Sappiamo tutti come, in molte situazioni, quello che veramente è importante nella relazione educativa è la costruzione di un percorso, cioè una trasformazione progressiva da una situazione iniziale: i risultati raggiunti quindi, saranno strettamente dipendenti dal punto di partenza ed è difficile uniformarli in astratto.
2) La prova Invalsi prevede sostanzialmente soltanto domande a risposta chiusa (quiz):
se sicuramente adatta per verificare alcune conoscenze, tale modalità non funziona per moltissimi altri aspetti “complessi”, su cui la scuola lavora e approfondisce.
Nella prova di III media di italiano dello scorso anno ad esempio, sono state poste sotto forma di domande chiuse, molti quesiti che, per loro natura, prevedevano uno spazio ed una flessibilità nella risposta non previsto dalla prova stessa. In questo modo il rischio è che vengano sempre più incentivate capacità come la velocità ed una comprensione più formalistica che sostanziale: riconosciamo l’importanza di abituare gli alunni ad utilizzare prontamente ed in maniera duttile le loro competenze, ma organizzare una prova esclusivamente con queste caratteristiche rischia di trasformare l’elasticità in superficialità e di valorizzare la rapidità sopra ogni altra capacità.

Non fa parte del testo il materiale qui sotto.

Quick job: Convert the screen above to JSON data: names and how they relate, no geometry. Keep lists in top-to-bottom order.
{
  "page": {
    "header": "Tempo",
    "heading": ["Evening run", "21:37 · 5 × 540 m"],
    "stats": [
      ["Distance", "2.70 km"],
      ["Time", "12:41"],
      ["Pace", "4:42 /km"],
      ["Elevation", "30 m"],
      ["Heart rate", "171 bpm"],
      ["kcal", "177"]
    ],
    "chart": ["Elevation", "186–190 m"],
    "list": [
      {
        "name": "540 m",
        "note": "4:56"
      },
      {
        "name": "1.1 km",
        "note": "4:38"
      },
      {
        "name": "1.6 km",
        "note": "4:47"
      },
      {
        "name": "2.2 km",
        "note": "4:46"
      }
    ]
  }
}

Vediamo tutti del resto, come tale modalità si stia progressivamente affermando in moltissimi ambiti della formazione e della valutazione, non solo scolastica (esami, concorsi pubblici ecc…).
QUALE VALUTAZIONE ALLORA?
Innanzi tutto rivendichiamo l’importanza di coinvolgere i docenti nella costruzione di un meccanismo di verifica dell’intervento didattico, sottolineando proprio questa distinzione: verifica e non valutazione. E’ sicuramente vero infatti che, attraverso un confronto collegiale del proprio lavoro, i docenti possano arricchirsi delle esperienze degli altri e riflettere sul proprio operato, al fine di migliorare sempre di più il proprio intervento. Ma tali momenti, per essere veramente efficaci, dovrebbero essere costruiti collettivamente dagli insegnanti a partire dal proprio contesto lavorativo per poi misurare da lì i progressi raggiunti (ad esempio, attraverso prove di ingresso formulate insieme tra colleghi su alcuni obiettivi di base, monitoraggio in itinere e prove finali).
Il mancato raggiungimento di alcuni risultati, non dovrebbe certamente essere lo spauracchio di un declassamento salariale o di carriera, ma un segnale da indagare insieme per cercare di comprendere come migliorare.
Proprio il lavoro di indagine e di riflessione dei docenti su quali obiettivi perseguire in determinati contesti (classi con alto numero di stranieri o con difficoltà di altro tipo), frutto di osservazione e pratica sul campo, dovrebbe essere riconosciuto e valorizzato dal Ministero, che invece, piuttosto che incentivare ed eventualmente utilizzare questo tipo di impegno e sperimentazione (la quale, richiedendo tempo e lavoro, richiederebbe fondi e risorse adeguate), delega a strutture separate il compito di valutare, attraverso sistemi semplificati, un processo delicato e complesso come l’apprendimento, dando prova ancora una volta di non distinguere tra l’amministrazione di un’azienda e l’organizzazione di un sistema formativo.